Speaking the language of health data to improve its use

The world of healthcare has extensive databases that are just waiting to be used. This is one of the issues Benjamin Dalmas, a data science researcher at Mines Saint-Étienne, is exploring in his work. His main objective is to understand the origin of this data to use it more effectively. As such, he is working with players from the public and private sectors for analysis and predictive purposes in order to improve management of health care institutions and our understanding of care pathways.

Research has made great strides in processing methods using machine learning. But what do we really know about the information that such methods use? Benjamin Dalmas is a health data science researcher at Mines Saint-Étienne. The central focus of his work is understanding health data, from its creation to its storage. What does this data include? Information such as the time of a patient’s arrival and discharge, exams carried out, practitioners consulted etc. This data is typically used for administrative and financial purposes.

Benjamin Dalmas’s research involves identifying and finding a straightforward way to present relevant information to respond to the concrete needs of public and private healthcare stakeholders. How can the number of beds in a hospital ward be optimized? Is it possible to predict the flow of arrivals in an emergency room? The responses to these problems rely on the same information: the medical administrative data produced every day by hospitals to monitor their patient pathways.

However, depending on the way in which it is considered, the same data can provide different information. It is the key witness to several investigations. So it must be approached in the right way to get answers.

Understanding data in order to prevent bias

Since it is primarily generated by humans, health data may be incorrect or biased. By focusing on its creation, researchers seek to identify the earliest potential bias. Benjamin Dalmas is working with Saint-Étienne University Hospital Center to study the codes assigned by the hospital upon a patient’s discharge. These codes summarize the reason for which the individual came to the hospital and received care. Doctors who specialize in this coding generate up to 16,000 different codes, a tedious task, for which the hospital wishes to seek assistance from a decision support tool to limit errors. “That means we must understand how humans code. By analyzing large quantities of data, we identify recurring errors and where they come from, and we can solve them,” explains Benjamin Dalmas. Greater accuracy means direct economic benefits for the institution.

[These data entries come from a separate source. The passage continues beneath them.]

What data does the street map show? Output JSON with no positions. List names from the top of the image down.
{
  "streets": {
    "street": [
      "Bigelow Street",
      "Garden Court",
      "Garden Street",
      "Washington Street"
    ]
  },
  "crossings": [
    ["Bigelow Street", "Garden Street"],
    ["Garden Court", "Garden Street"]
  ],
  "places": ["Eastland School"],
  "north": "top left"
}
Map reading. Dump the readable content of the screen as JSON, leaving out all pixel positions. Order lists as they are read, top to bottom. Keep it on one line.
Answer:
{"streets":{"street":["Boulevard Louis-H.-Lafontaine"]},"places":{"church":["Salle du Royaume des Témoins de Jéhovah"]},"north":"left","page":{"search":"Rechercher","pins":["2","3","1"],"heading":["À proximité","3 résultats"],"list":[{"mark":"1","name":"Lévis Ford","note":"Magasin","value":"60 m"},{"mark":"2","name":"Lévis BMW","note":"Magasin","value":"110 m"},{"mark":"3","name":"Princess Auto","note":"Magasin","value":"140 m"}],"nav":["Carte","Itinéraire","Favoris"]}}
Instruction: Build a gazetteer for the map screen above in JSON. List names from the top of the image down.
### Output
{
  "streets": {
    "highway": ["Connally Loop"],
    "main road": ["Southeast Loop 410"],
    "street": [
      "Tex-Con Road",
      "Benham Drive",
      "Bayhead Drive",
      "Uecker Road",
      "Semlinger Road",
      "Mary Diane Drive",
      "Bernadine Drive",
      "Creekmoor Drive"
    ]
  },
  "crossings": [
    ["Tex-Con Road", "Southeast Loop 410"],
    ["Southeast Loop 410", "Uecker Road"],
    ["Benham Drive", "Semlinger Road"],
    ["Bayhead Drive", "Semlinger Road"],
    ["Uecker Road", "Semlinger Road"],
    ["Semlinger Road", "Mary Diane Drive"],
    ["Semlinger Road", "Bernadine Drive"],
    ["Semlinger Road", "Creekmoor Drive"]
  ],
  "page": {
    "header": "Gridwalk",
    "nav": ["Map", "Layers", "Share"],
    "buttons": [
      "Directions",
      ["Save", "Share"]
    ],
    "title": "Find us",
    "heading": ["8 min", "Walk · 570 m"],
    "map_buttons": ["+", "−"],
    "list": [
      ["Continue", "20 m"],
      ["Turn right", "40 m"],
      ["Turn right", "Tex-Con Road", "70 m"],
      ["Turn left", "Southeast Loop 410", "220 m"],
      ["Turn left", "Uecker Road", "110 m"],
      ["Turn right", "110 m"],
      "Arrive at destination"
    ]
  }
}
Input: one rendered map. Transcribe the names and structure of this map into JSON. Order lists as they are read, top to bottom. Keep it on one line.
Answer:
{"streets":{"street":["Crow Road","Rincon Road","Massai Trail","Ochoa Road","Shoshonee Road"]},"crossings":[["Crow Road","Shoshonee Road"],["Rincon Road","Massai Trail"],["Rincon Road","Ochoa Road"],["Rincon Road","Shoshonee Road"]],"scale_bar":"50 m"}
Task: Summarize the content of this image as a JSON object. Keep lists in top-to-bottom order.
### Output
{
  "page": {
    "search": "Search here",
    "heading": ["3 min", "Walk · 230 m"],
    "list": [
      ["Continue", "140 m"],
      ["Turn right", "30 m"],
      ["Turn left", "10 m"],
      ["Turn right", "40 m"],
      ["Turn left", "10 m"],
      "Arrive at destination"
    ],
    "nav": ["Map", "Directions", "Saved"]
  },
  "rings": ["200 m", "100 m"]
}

However, this mass-produced data is increasingly used for other purposes than reimbursing hospitals. For the researcher, it is important to keep in mind that the data was not created for these new analyses. For example, he has noticed that such a straightforward notion as time may hide a number of different realities. When a consultation time is specified, it may mean one of three things: the actual time of consultation, the time at which the information was integrated in the file, or a time assigned by default. Since the primary objective of this information is administrative, the consultation time does not have a lot of importance. “If we don’t take the time to study this information, we run the risk of making biased recommendations that are not valid. Good tools cannot be created without understanding the data that fuels them,” says the researcher. Without this information, for example, a study focusing on whether or not social inequalities exist and taking into account how long a patient must wait before receiving care, could draw incorrect conclusions.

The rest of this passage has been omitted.